══ Data listing
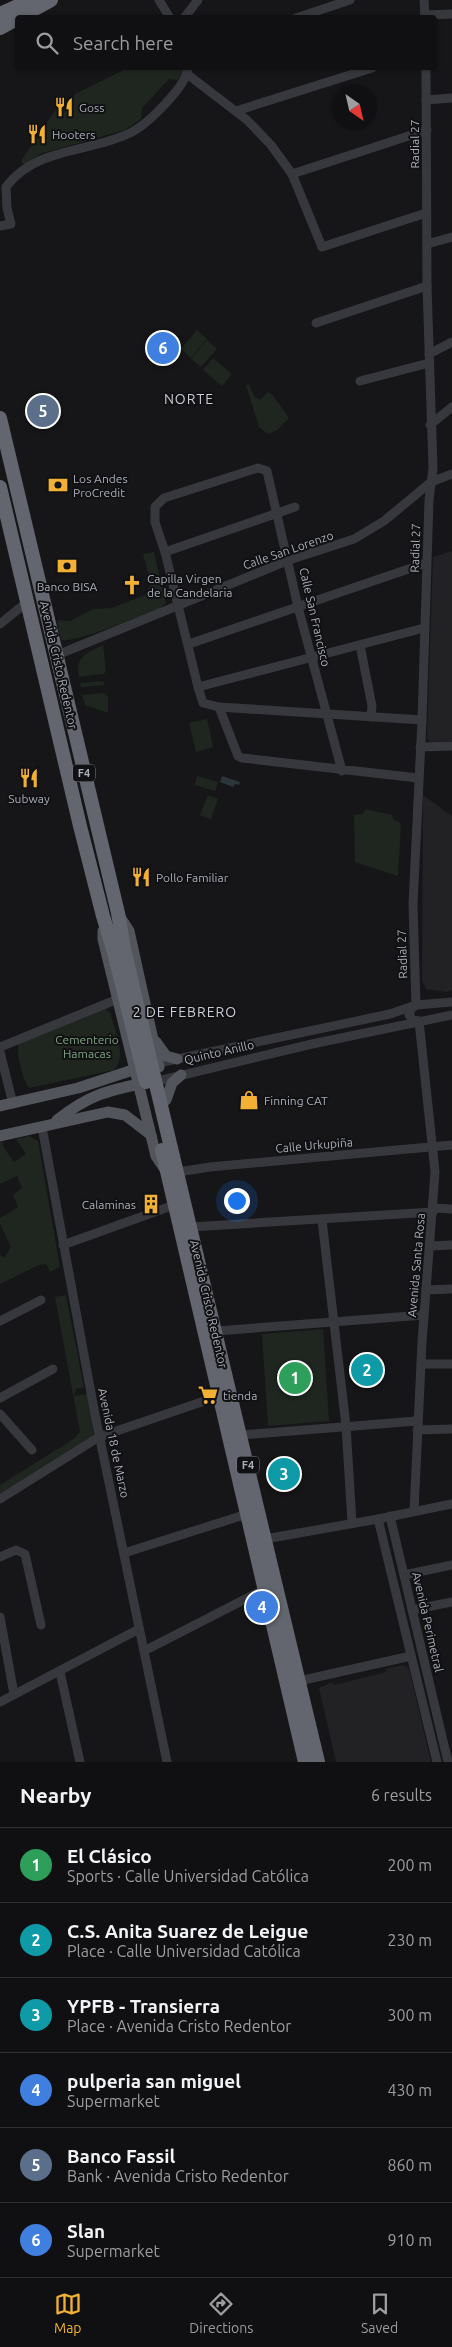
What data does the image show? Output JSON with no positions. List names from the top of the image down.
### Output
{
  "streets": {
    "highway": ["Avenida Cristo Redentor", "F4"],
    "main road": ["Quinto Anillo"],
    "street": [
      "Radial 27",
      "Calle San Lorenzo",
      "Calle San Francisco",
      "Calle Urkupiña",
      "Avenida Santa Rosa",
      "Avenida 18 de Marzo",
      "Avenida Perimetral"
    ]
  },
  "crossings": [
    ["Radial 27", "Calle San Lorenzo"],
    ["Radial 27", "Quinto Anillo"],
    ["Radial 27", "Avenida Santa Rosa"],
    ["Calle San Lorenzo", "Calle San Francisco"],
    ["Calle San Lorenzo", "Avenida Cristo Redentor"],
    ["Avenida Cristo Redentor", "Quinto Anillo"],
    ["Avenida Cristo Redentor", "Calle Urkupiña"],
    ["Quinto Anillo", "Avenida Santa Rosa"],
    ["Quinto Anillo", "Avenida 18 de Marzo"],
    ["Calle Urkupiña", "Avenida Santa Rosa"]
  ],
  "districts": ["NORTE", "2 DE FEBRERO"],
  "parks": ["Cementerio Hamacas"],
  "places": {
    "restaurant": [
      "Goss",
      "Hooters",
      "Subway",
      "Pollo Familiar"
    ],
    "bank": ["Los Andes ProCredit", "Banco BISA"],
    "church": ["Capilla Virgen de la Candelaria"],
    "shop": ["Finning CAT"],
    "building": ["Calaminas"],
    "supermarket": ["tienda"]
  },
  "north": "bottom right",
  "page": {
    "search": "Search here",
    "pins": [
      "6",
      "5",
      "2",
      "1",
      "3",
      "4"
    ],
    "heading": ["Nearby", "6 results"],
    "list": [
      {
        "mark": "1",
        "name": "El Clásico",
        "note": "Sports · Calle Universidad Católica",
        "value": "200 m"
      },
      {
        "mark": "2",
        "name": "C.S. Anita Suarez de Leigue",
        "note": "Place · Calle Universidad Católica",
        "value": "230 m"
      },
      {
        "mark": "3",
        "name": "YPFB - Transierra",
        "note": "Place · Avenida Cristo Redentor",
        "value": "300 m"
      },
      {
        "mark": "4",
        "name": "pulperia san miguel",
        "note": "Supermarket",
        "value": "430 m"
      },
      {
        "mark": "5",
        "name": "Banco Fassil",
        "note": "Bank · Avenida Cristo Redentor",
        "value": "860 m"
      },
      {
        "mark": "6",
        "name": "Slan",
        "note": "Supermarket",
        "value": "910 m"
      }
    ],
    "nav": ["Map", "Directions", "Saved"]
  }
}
════
__Task prompt__
Leaving out the images, repeat the listing above exactly.

__Solution__
What data does the image show? Output JSON with no positions. List names from the top of the image down.
### Output
{
  "streets": {
    "highway": ["Avenida Cristo Redentor", "F4"],
    "main road": ["Quinto Anillo"],
    "street": [
      "Radial 27",
      "Calle San Lorenzo",
      "Calle San Francisco",
      "Calle Urkupiña",
      "Avenida Santa Rosa",
      "Avenida 18 de Marzo",
      "Avenida Perimetral"
    ]
  },
  "crossings": [
    ["Radial 27", "Calle San Lorenzo"],
    ["Radial 27", "Quinto Anillo"],
    ["Radial 27", "Avenida Santa Rosa"],
    ["Calle San Lorenzo", "Calle San Francisco"],
    ["Calle San Lorenzo", "Avenida Cristo Redentor"],
    ["Avenida Cristo Redentor", "Quinto Anillo"],
    ["Avenida Cristo Redentor", "Calle Urkupiña"],
    ["Quinto Anillo", "Avenida Santa Rosa"],
    ["Quinto Anillo", "Avenida 18 de Marzo"],
    ["Calle Urkupiña", "Avenida Santa Rosa"]
  ],
  "districts": ["NORTE", "2 DE FEBRERO"],
  "parks": ["Cementerio Hamacas"],
  "places": {
    "restaurant": [
      "Goss",
      "Hooters",
      "Subway",
      "Pollo Familiar"
    ],
    "bank": ["Los Andes ProCredit", "Banco BISA"],
    "church": ["Capilla Virgen de la Candelaria"],
    "shop": ["Finning CAT"],
    "building": ["Calaminas"],
    "supermarket": ["tienda"]
  },
  "north": "bottom right",
  "page": {
    "search": "Search here",
    "pins": [
      "6",
      "5",
      "2",
      "1",
      "3",
      "4"
    ],
    "heading": ["Nearby", "6 results"],
    "list": [
      {
        "mark": "1",
        "name": "El Clásico",
        "note": "Sports · Calle Universidad Católica",
        "value": "200 m"
      },
      {
        "mark": "2",
        "name": "C.S. Anita Suarez de Leigue",
        "note": "Place · Calle Universidad Católica",
        "value": "230 m"
      },
      {
        "mark": "3",
        "name": "YPFB - Transierra",
        "note": "Place · Avenida Cristo Redentor",
        "value": "300 m"
      },
      {
        "mark": "4",
        "name": "pulperia san miguel",
        "note": "Supermarket",
        "value": "430 m"
      },
      {
        "mark": "5",
        "name": "Banco Fassil",
        "note": "Bank · Avenida Cristo Redentor",
        "value": "860 m"
      },
      {
        "mark": "6",
        "name": "Slan",
        "note": "Supermarket",
        "value": "910 m"
      }
    ],
    "nav": ["Map", "Directions", "Saved"]
  }
}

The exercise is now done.